Recorded data:

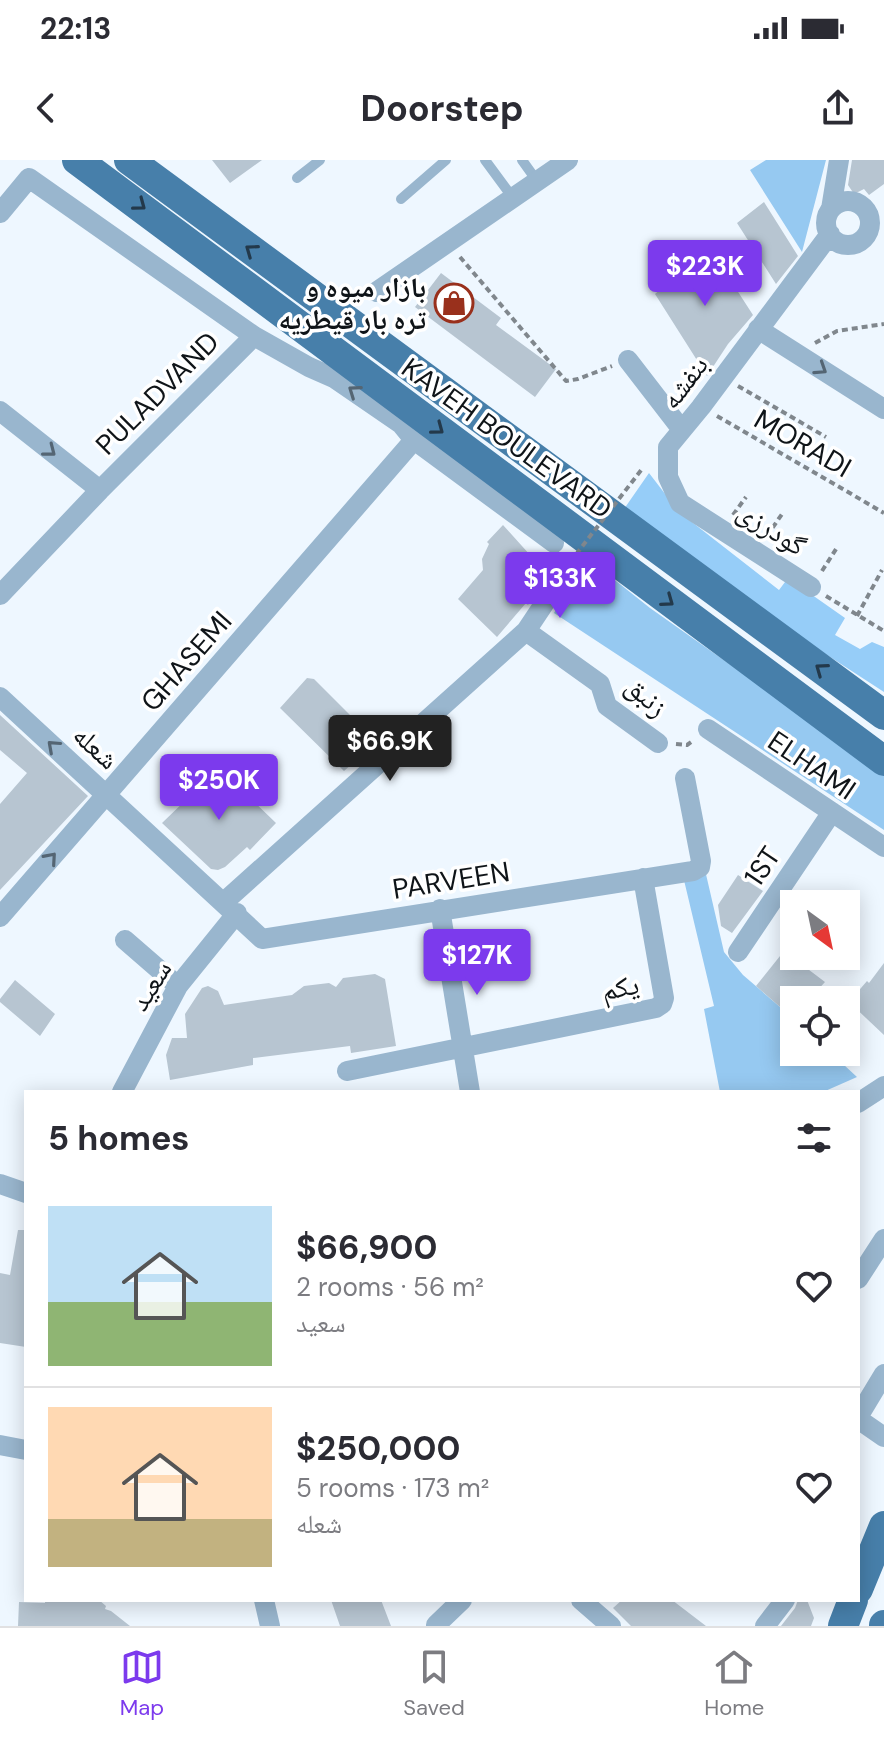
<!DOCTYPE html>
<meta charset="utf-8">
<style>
body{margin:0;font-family:"DM Sans","Noto Naskh Arabic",sans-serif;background:#f2f2f3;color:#2b2b33;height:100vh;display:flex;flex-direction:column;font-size:30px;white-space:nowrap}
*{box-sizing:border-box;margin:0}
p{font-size:26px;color:#7c7c81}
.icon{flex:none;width:44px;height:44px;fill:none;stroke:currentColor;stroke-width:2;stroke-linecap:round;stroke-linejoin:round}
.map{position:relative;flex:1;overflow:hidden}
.drawer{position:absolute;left:24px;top:930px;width:836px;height:512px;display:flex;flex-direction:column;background:#fff;border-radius:0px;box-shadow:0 4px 20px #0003}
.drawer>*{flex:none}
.needle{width:52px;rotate:147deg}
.buttons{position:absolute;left:780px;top:730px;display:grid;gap:16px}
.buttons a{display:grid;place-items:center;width:80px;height:80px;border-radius:0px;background:#fff;box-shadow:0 4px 20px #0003;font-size:40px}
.price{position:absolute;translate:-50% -68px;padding:0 18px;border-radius:8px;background:#7c3aed;color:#fff;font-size:26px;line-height:52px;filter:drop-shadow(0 2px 4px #0008)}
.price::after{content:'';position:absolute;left:50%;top:48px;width:24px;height:18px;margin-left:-12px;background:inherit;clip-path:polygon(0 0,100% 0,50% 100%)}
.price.current{background:#222;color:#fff}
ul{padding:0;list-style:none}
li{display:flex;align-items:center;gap:24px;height:200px;padding:0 24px}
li+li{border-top:2px solid #e1e1e2}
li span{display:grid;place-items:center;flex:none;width:224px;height:160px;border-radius:0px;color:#555}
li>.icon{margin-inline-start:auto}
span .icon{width:96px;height:96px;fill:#fffc;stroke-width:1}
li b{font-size:34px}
h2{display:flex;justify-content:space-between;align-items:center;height:96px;padding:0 24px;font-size:34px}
.status{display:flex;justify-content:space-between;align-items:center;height:56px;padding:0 40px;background:#fff;direction:ltr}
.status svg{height:22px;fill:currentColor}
header{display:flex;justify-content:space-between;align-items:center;height:104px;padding:0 24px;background:#fff;font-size:36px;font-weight:700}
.tabs{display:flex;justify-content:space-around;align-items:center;height:112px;border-top:2px solid #e1e1e2;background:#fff;font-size:22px;color:#7c7c81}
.tabs a{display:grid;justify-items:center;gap:4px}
.tabs .current{color:#7c3aed}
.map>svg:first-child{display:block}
.green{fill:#96c9f1}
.forest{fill:#96cdf8}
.building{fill:#b7c5d1}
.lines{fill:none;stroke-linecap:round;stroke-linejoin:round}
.path{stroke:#80878d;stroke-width:4;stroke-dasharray:6 4;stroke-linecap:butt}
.service{stroke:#99b6ce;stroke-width:10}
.minor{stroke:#99b6ce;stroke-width:20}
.primary{stroke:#477faa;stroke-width:30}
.path-bridge{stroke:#80878d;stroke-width:4;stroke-dasharray:6 4;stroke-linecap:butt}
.oneway{stroke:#23394b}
.oneway2{stroke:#546573}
.labels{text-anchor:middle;stroke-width:7;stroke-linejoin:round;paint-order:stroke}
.poi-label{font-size:28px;font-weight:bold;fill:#0f1418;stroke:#fff;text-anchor:end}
.street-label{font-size:28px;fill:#0f1418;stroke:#fff}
</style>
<div class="status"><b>22:13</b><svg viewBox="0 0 49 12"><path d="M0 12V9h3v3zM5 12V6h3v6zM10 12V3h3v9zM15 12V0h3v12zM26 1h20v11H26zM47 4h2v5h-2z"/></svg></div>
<header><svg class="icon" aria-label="back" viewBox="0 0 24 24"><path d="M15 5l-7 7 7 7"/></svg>Doorstep<svg class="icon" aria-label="share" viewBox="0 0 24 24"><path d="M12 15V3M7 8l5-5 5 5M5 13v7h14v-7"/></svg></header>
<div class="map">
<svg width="884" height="1466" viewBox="0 0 884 1466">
<rect width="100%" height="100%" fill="#eef7ff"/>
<path class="green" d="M766 0H826L802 92 750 10Z
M587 398 650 448 884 613V670L554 453Z
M705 710 724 792 743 815 794 859V892H830L857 917 823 932H720L704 849 714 846 683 716Z"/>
<path class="forest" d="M649 313 679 352 779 430 788 418 845 458 835 475 860 489 872 482 884 487V532L824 493 624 349Z"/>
<path class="building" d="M212 0H262L230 23Z
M852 0H884V24L869 35 864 29 854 34 848 25Z
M764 42 798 96 776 124 737 63Z
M709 87 753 155 728 184 707 216 655 134Z
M441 113 501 158 496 165 556 209 535 237 415 147Z
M503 365 540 406V426L528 445 526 443 497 477 458 439 483 410 482 399 489 384 487 382Z
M307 518 314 519 377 582 344 611 280 548Z
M0 555 88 636 0 730V644L27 613 0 590Z
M219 608 276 663 250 690 247 687 225 707 218 710 211 709 162 663Z
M738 715 763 731 732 773 721 766 718 745Z
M784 791 825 822 814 834 807 829 794 840V859L756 826Z
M884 803V875L849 842 867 821 869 823Z
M375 814 385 819 396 886 351 893 350 886 253 898V905L170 920 166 895 172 878H187L185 854 202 828 208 826 218 831 224 845 292 835 304 826 329 823 336 827 343 818Z
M15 820 55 854 40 876 0 842V839Z
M18 1070H26V1187L0 1183V1113L10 1115Z
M45 1440H99L106 1446 105 1449 111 1451 130 1466H18L19 1442 45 1443Z
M331 1440H381L391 1466H340Z
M622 1440H672L706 1466H631L613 1448Z
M798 1440H807L814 1458 811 1466H781L795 1448Z"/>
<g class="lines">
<path class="path" d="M460 97 566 221 578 219 612 206
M815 183 837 171 884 164
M738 226 826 277
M717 256 884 353
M733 355 746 337
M767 376 782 354
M822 411 838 386
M826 436 884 471
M857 456 882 410
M676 584 687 585 694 580"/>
<path class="service" d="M485 0 513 38
M522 0 537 21
M297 18 320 0
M401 39 446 0"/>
<path class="minor" d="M826 63a22 22 0 1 1 44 0a22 22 0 1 1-44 0Z
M831 49 839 0
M0 53 29 18 254 176 309 207 334 218 401 264 414 280 554 383
M376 132 568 0
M758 169 884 249
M628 200 682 270
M0 251 100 330
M811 427 680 343 668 317V287L701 247 830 74
M0 435 100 330 254 176
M526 471 600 524 607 546 658 583
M0 537 262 779 693 711 700 707 701 701 685 618
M708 569 884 687
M224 742 526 471 556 426
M440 749 470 932
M0 757 414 280
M125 780 178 826
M738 792 832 652
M347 911 656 848 662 844 664 838 643 718
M122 932 178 826 237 753
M858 943 884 926
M0 1024 26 1033
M858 1119 884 1079
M858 1257 884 1214
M858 1259 884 1277
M0 1285 26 1290
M264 1440 270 1466
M581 1440 611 1466
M436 1465 462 1440
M765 1466 785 1440"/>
<path class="primary" d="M77 0 884 601
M129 0 884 555
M858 1429 884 1366
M843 1466 853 1440
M884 1466V1465"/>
<path class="path-bridge" d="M564 410 642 309"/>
</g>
<defs><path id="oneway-chevron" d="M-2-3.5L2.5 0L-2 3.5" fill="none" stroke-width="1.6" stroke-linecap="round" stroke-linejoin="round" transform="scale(2)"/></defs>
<g class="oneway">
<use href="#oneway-chevron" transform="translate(140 45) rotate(37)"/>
<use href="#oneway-chevron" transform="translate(251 90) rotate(-144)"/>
<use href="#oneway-chevron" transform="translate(438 269) rotate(37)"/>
<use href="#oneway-chevron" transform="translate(668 441) rotate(36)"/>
<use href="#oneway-chevron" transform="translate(821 509) rotate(-144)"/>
</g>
<g class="oneway2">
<use href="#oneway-chevron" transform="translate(821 209) rotate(33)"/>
<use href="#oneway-chevron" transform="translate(354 231) rotate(-145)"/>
<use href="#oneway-chevron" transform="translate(50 291) rotate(38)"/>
<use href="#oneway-chevron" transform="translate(53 586) rotate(-138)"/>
<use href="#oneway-chevron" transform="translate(51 698) rotate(-49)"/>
</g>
<defs>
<symbol id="shop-ring" viewBox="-11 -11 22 22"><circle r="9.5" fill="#fff" stroke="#99301c" stroke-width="1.5"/><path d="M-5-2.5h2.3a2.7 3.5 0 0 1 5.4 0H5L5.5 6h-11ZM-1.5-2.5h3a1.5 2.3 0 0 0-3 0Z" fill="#99301c"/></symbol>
</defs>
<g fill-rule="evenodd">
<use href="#shop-ring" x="432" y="121" width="44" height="44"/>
</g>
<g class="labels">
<g class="poi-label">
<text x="426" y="137">بازار میوه و<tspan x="426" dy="32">تره بار قیطریه</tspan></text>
</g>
<g class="street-label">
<text transform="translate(684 222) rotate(-53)" y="10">بنفشه</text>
<text transform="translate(157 233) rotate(-45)" y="10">PULADVAND</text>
<text transform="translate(507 278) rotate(36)" y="10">KAVEH BOULEVARD</text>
<text transform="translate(803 283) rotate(30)" y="10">MORADI</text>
<text transform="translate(772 368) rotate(33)" y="10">گودرزی</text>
<text transform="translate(186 501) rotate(-49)" y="10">GHASEMI</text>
<text transform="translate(647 536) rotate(42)" y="10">زنبق</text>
<text transform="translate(96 587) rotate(42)" y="10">شعله</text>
<text transform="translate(812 605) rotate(34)" y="10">ELHAMI</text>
<text transform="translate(762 706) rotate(-56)" y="10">1ST</text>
<text transform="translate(451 720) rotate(-9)" y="10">PARVEEN</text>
<text transform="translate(150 825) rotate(-58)" y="10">سعید</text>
<text transform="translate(620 827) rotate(-12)" y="10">یکم</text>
</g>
</g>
</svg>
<div class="buttons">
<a><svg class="needle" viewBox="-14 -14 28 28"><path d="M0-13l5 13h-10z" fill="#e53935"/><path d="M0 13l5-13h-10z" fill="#7c7c81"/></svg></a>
<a><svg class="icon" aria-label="locate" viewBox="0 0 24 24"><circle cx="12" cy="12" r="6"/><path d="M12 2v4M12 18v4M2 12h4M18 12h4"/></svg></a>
</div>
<b class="price" style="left:705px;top:148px">$223K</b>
<b class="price" style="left:560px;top:460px">$133K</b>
<b class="price current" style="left:390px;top:623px">$66.9K</b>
<b class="price" style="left:219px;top:662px">$250K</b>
<b class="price" style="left:477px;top:837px">$127K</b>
<section class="drawer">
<h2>5 homes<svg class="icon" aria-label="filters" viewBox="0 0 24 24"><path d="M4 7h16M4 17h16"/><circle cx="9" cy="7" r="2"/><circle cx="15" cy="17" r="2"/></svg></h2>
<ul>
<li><span style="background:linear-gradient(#bfe0f5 60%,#8fb573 0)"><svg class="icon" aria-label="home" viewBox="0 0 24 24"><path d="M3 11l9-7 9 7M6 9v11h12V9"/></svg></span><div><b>$66,900</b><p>2 rooms · 56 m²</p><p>سعید</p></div><svg class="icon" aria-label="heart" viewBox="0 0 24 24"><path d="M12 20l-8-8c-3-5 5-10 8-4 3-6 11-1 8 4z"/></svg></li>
<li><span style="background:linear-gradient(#ffd9b3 70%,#c2b280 0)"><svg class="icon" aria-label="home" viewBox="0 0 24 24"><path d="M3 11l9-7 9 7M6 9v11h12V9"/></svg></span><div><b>$250,000</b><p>5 rooms · 173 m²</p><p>شعله</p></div><svg class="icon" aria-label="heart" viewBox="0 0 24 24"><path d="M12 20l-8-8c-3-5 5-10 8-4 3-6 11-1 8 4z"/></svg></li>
</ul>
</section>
</div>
<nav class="tabs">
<a class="current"><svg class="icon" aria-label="map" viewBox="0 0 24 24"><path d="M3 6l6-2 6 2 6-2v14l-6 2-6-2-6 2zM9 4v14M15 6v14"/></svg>Map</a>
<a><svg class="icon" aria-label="saved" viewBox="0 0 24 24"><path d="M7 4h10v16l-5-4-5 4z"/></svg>Saved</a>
<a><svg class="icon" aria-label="home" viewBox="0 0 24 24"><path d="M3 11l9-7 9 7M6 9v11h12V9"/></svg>Home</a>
</nav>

- **Task item**: Look above for lines with the word "solid" and copy them all.

- **Response box**:
li+li{border-top:2px solid #e1e1e2}
.tabs{display:flex;justify-content:space-around;align-items:center;height:112px;border-top:2px solid #e1e1e2;background:#fff;font-size:22px;color:#7c7c81}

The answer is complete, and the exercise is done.